Estava sentada no terraço da minha casa em Penso, Melgaço (abraço para Melgaço aqui retribuído) quando, de repente, ele veio parar às minhas mãos. Era um urso de peluche vermelho como eu nunca tinha visto. Tinha luzes e um coração no peito que, quando pressionado, fazia o urso falar. Foi a nora do Sr. Orlando que o trouxe da Suiça e nós em Portugal não tínhamos daquilo. Ou pelo menos eu não tinha. Os meus brinquedos eram todos estáticos e sem grande piada. Mas aquele urso vermelho, que caiu nas minhas mãos era mais do que eu podia imaginar. Não sabia muito bem se lhe devia tocar ou não. Mas a nora do sr. Orlando e o meu avô insistiam. E eu agarrei-o. O meu avô disse para eu agradecer. E eu, confusa, sem perceber se o urso ia ser meu ou não, mas a torcer para que sim, agradeci. Brinquei com ele por poucos minutos. E ela depois levou-o outra vez, era da filha. Não era meu. Esta é a minha memória mais antiga. Não sei ao certo que idade tinha, mas sei que ainda não andava na escola, estaria com certeza à volta dos quatro anos. Foi a primeira vez que senti uma enorme frustração e achei uma merda que os meus pais não fossem emigrantes para eu poder ter as coisas fixes que os franciús tinham.

Naquele dia de Setembro acordei com o sobressalto da minha mãe. Entrou pela casa adentro, a gritar : “Lena! Lena! Acorda filha! É o teu primeiro dia de escola e a mãe esqueceu-se!”.
Eu, meia despassarada como sempre, lá me levantei sem saber muito bem o que é que se passava. “Escola?
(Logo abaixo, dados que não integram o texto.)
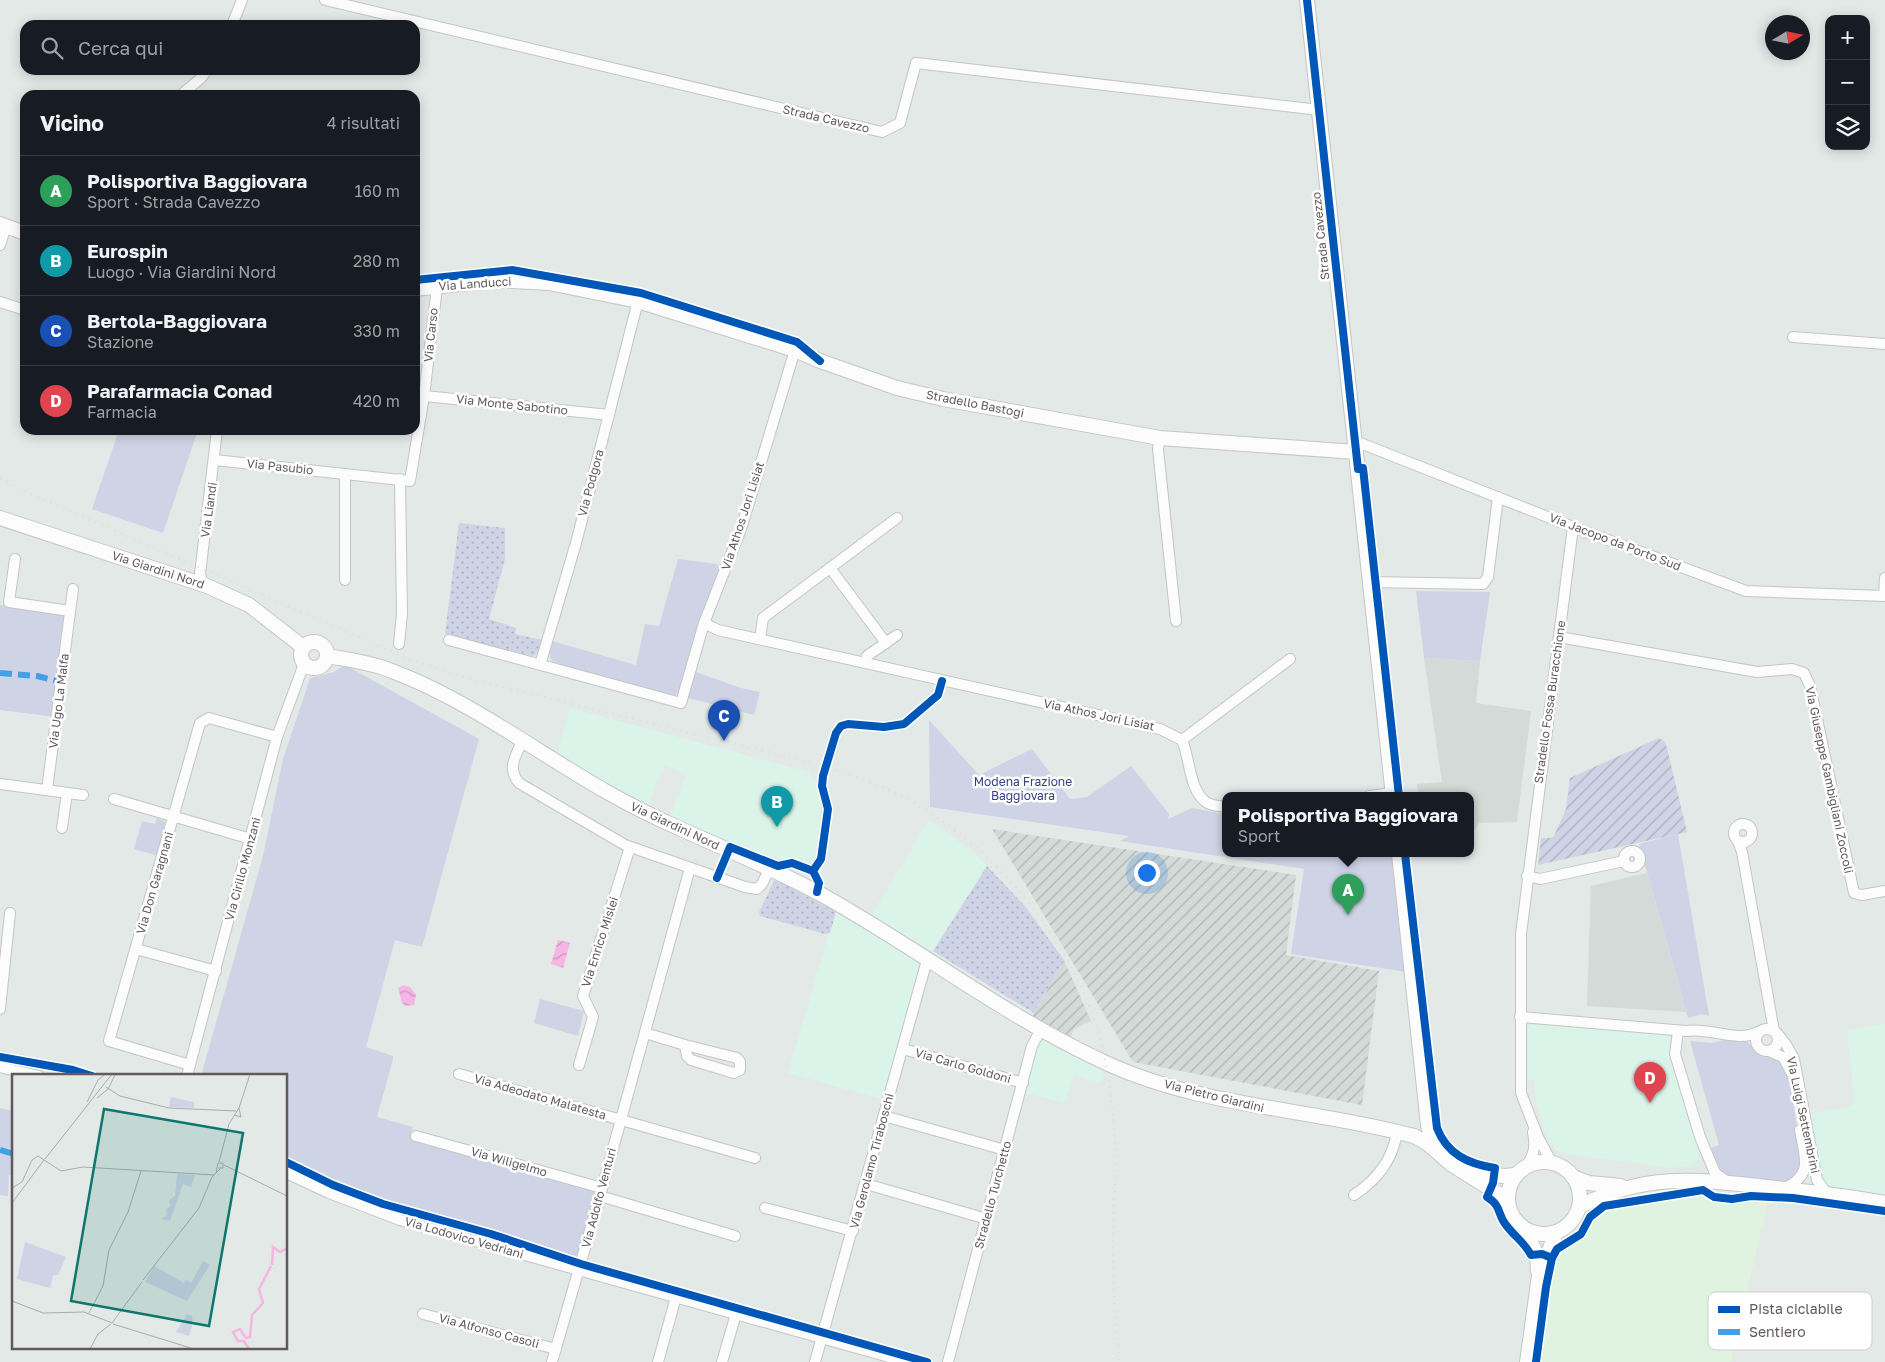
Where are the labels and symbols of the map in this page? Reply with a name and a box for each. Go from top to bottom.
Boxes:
north arrow [1765,15,1810,60]
street label: Strada Cavezzo [781,101,871,136]
street label: Strada Cavezzo [1308,191,1333,281]
street label: Via Landucci [438,273,512,294]
street label: Via Carso [420,307,441,363]
street label: Stradello Bastogi [925,387,1025,420]
street label: Via Monte Sabotino [455,391,569,418]
street label: Via Podgora [574,447,607,518]
street label: Via Pasubio [246,456,314,477]
street label: Via Athos Jori Lisiat [718,460,767,572]
street label: Via Liandi [197,481,220,539]
street label: Via Jacopo da Porto Sud [1547,509,1683,574]
street label: Via Giardini Nord [110,547,206,592]
street label: Stradello Fossa Buracchione [1531,620,1568,784]
street label: Via Ugo La Malfa [45,653,72,749]
street label: Via Giuseppe Gambigliani Zoccoli [1802,685,1857,875]
street label: Via Athos Jori Lisiat [1042,695,1156,734]
pin: C [708,700,740,741]
park label: Modena Frazione Baggiovara [974,774,1072,803]
pin: B [761,786,793,827]
street label: Via Giardini Nord [628,798,722,853]
street label: Via Cirillo Monzani [221,816,264,922]
street label: Via Don Garagnani [133,830,176,936]
your location [1134,860,1160,886]
pin: A [1332,874,1364,915]
street label: Via Enrico Mislei [578,895,621,989]
street label: Via Carlo Goldoni [913,1045,1013,1086]
street label: Via Luigi Settembrini [1784,1055,1823,1175]
pin: D [1634,1062,1666,1103]
street label: Via Adeodato Malatesta [472,1070,608,1123]
inset map [12,1074,288,1350]
street label: Via Pietro Giardini [1162,1076,1266,1115]
street label: Via Gerolamo Tiraboschi [846,1091,897,1230]
street label: Stradello Turchetto [971,1139,1014,1251]
street label: Via Wiligelmo [469,1143,549,1180]
street label: Via Adolfo Venturi [578,1146,619,1250]
street label: Via Lodovico Vedriani [403,1213,525,1262]
legend [1708,1292,1872,1350]
text: Pista ciclabile [1749,1300,1843,1317]
street label: Via Alfonso Casoli [437,1310,541,1351]
text: Sentiero [1749,1323,1806,1340]

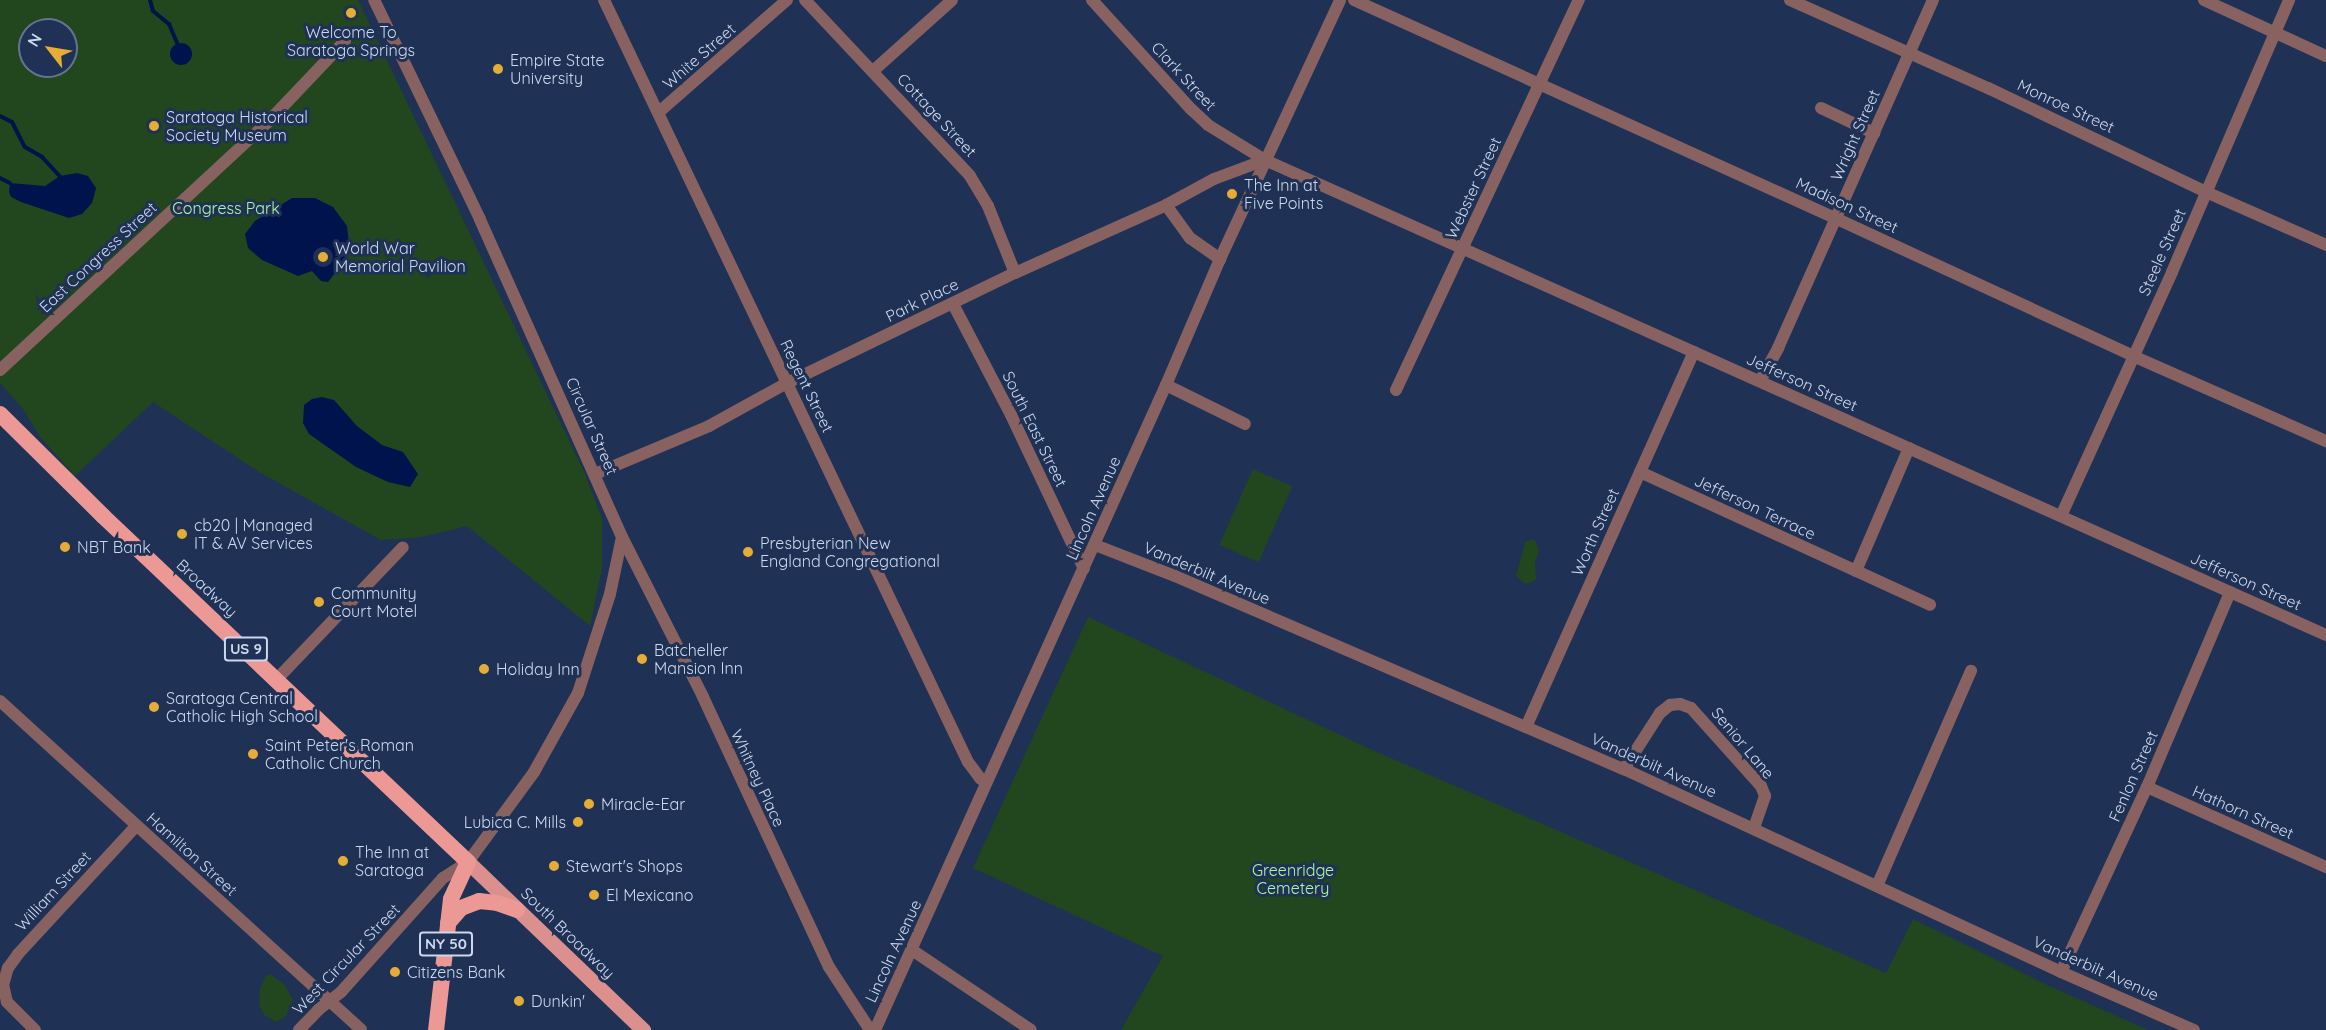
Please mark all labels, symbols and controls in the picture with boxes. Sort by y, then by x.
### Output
marker: Welcome To Saratoga Springs [344,6,358,20]
north arrow [18,18,78,78]
street label: White Street [659,19,739,93]
place label: Welcome To Saratoga Springs [287,22,415,60]
text: N [23,30,46,50]
street label: Clark Street [1147,38,1221,114]
place label: Empire State University [510,50,605,88]
marker: Empire State University [491,62,505,76]
street label: Cottage Street [893,69,981,161]
street label: Monroe Street [2014,75,2118,137]
street label: Wright Street [1826,87,1884,183]
place label: Saratoga Historical Society Museum [166,107,308,145]
marker: Saratoga Historical Society Museum [147,119,161,133]
street label: Webster Street [1441,134,1505,242]
street label: Madison Street [1793,173,1901,237]
place label: The Inn at Five Points [1244,175,1323,213]
marker: The Inn at Five Points [1225,187,1239,201]
street label: East Congress Street [35,198,161,316]
park label: Congress Park [172,198,280,218]
street label: Steele Street [2134,206,2190,298]
place label: World War Memorial Pavilion [335,238,466,276]
marker: World War Memorial Pavilion [316,250,330,264]
street label: Park Place [883,274,961,326]
street label: Regent Street [776,336,838,436]
street label: Jefferson Street [1744,349,1860,415]
street label: South East Street [999,368,1071,490]
street label: Circular Street [562,374,622,478]
street label: Lincoln Avenue [1062,453,1124,563]
street label: Jefferson Terrace [1691,470,1819,544]
street label: Worth Street [1567,485,1623,579]
place label: cb20 | Managed IT & AV Services [194,515,313,553]
marker: cb20 | Managed IT & AV Services [175,527,189,541]
place label: Presbyterian New England Congregational [760,533,940,571]
place label: NBT Bank [77,537,151,557]
street label: Vanderbilt Avenue [1141,538,1273,608]
marker: NBT Bank [58,540,72,554]
marker: Presbyterian New England Congregational [741,545,755,559]
street label: Jefferson Street [2188,548,2304,614]
street label: Broadway [173,555,241,621]
place label: Community Court Motel [331,583,417,621]
marker: Community Court Motel [312,595,326,609]
road number: US 9 [224,637,268,661]
place label: Batcheller Mansion Inn [654,640,743,678]
marker: Batcheller Mansion Inn [635,652,649,666]
place label: Holiday Inn [496,659,580,679]
marker: Holiday Inn [477,662,491,676]
place label: Saratoga Central Catholic High School [166,688,318,726]
marker: Saratoga Central Catholic High School [147,700,161,714]
street label: Senior Lane [1708,703,1778,783]
street label: Whitney Place [727,726,789,830]
street label: Fenlon Street [2104,727,2162,825]
street label: Vanderbilt Avenue [1588,729,1720,801]
place label: Saint Peter's Roman Catholic Church [265,735,414,773]
marker: Saint Peter's Roman Catholic Church [246,747,260,761]
street label: Hathorn Street [2189,781,2297,843]
place label: Miracle-Ear [601,794,685,814]
marker: Miracle-Ear [582,797,596,811]
street label: Hamilton Street [143,808,241,900]
place label: Lubica C. Mills [464,812,566,832]
marker: Lubica C. Mills [571,815,585,829]
place label: The Inn at Saratoga [355,842,429,880]
street label: William Street [11,847,95,935]
marker: The Inn at Saratoga [336,854,350,868]
place label: Stewart's Shops [566,856,683,876]
marker: Stewart's Shops [547,859,561,873]
park label: Greenridge Cemetery [1252,860,1334,898]
street label: South Broadway [517,883,619,983]
place label: El Mexicano [606,885,693,905]
marker: El Mexicano [587,888,601,902]
street label: Lincoln Avenue [861,897,925,1005]
street label: West Circular Street [288,900,404,1018]
road number: NY 50 [418,932,474,956]
street label: Vanderbilt Avenue [2030,932,2162,1004]
place label: Citizens Bank [407,962,505,982]
marker: Citizens Bank [388,965,402,979]
place label: Dunkin' [531,991,585,1011]
marker: Dunkin' [512,994,526,1008]

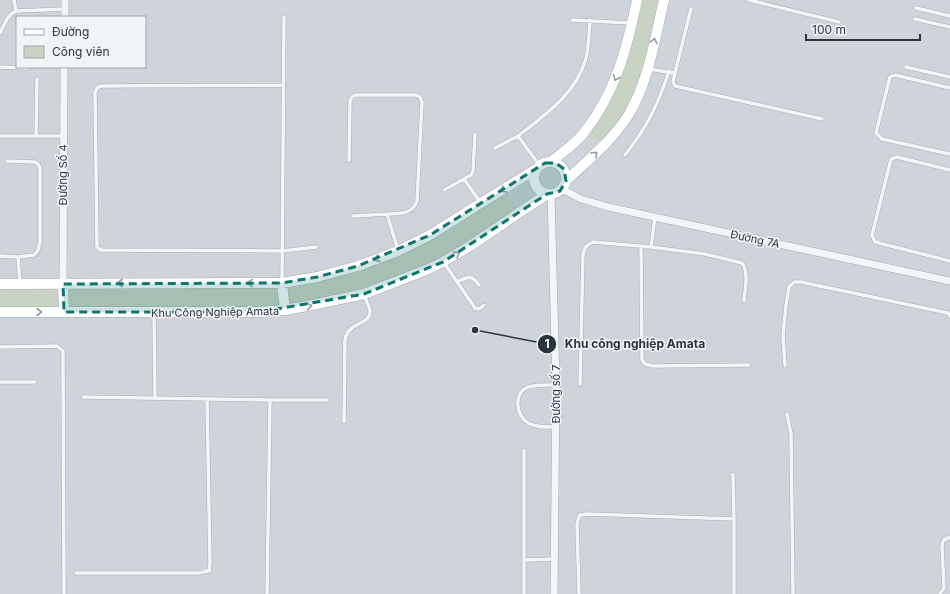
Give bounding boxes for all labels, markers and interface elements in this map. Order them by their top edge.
legend [16,16,146,68]
scale bar [806,16,920,42]
text: 100 m [812,22,846,37]
text: Đường [52,24,89,39]
one-way arrow [649,38,658,45]
text: Công viên [52,44,110,59]
one-way arrow [613,74,621,81]
street label: Đường Số 4 [56,144,70,206]
one-way arrow [590,151,598,159]
one-way arrow [500,185,507,192]
street label: Đường 7A [729,227,781,251]
one-way arrow [453,251,460,259]
one-way arrow [374,254,381,262]
one-way arrow [117,279,123,287]
one-way arrow [247,279,253,287]
one-way arrow [305,302,312,311]
street label: Khu Công Nghiệp Amata [151,304,279,320]
one-way arrow [36,308,42,316]
callout: Khu công nghiệp Amata [537,332,713,356]
text: 1 [544,336,550,351]
text: Khu công nghiệp Amata [565,336,705,351]
street label: Đường số 7 [549,364,563,424]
Mas… qual escola?”. “A mãe esqueceu-se e foi à praça, mas hoje é o teu primeiro dia de escola, a partir de hoje vais todos os dias. Podes levar o teu vestido preferido.”
E assim foi, vesti o meu vestido preferido com umas flores azuis, de um tecido fino que eu achava que me ficava tão bem. Do alto dos meus seis anos já dava uma enorme importância àquilo que vestia e com que ia à rua, mesmo que depois tenha cometido os piores erros de moda nos anos teen… mas enfim… os teens são aquela coisa e eu também passei por lá.
Chegada à escola, a minha mãe foi comigo falar com a D. Fátima, que tinha sido professora do meu irmão. E a D. Fátima disse: “não, a irmã do Paulo está com a D. Otília. Mas como eu tenho um aluno atrasado fico já com ela e depois mando o Hugo para a outra classe. É que gostava de ficar com as irmãs dos antigos alunos que já cá tenho umas três. Olhe, ali a Diana é a irmã do António Bruno.” E assim fui parar à turma da D. Fátima e não da D. Otília. Quis o destino que mesmo assim, eu da D. Fátima e a A. da D. Otília nos tenhamos conhecido poucos anos depois e mantenhamos a amizade há 22 anos. Esta é a minha segunda memória mais antiga.
Ontem fiz 32 anos. Trinta e dois anos de memórias, muitas boas, outras tantas más; umas que passaram; outras que ainda doem apesar dos anos. Tantas que guardo só para mim, que nunca partilhei com ninguém mas que tanto moldaram o meu percurso e a minha vida até ter chegado aqui, a Sydney.
Ontem, passei o dia na cidade entre um cappuccino com a Grace no QVB e uma imperial com o André e o seu amigo italiano. Este italiano, giro como todos os italianos, perguntava-me se quando eu tinha 23, a idade dele, pensava que aos 32 ia estar em Sydney a celebrar o meu aniversário no bar da UNSW. E eu sorri. “Não, se alguém me tivesse dito quando celebrei os 31 que o próximo ia ser assim, não acreditaria”. Mais tarde, a Alison (que se está a revelar uma miúda fofinha até mais não, quase que a quero adoptar) dizia: “Certainly you didn’t think you would be here, specially in a share room!”. E eu sorri. “Yeah… it’s true! But all things in life happen for a reason.”
“Would you change anything if you were again my age?”, perguntou.
“Well… no. If I did I would never know, what I know today; and I would never know the things that I don’t want in my life, like I know today.”
E teria outros 32 anos de memórias, diferentes. Umas boas, outras más. Outras que guardaria só para mim e que às vezes ainda me atormentariam, mas que fariam de mim outra pessoa.
Obrigada a todos por se terem lembrado. It means a lot to me ;) 

4 comentários:

Ana disse...

Agora podes escolher e comprar o teu ursinho!
Não me lembro desse Hugo, estou a ficar desmemoriada :S Qdo penso na D. Otilia, ocorre-me imediatamente as dentolas coloridas de baton rosa choque, eheh.
As retrospectivas são mto interessantes, fazem-nos reconhecer as nossas conquistas e sobretudo valoriza-las.
bjs

Vânia Pinheiro disse...

Tenho pena de não ter podido dar-te um beijão. Life sucks! Felicidades minha Lena.

Vânia

Li disse...

Olá amiga!!

A vida é mesmo feita de memórias e são elas, que muitas vezes nos ajudam a ultrapassar momentos mais delicados.

Fica bem.

Beijão

Paula disse...

Eu não me lembro de nenhum...
Aproveita as tuas todas!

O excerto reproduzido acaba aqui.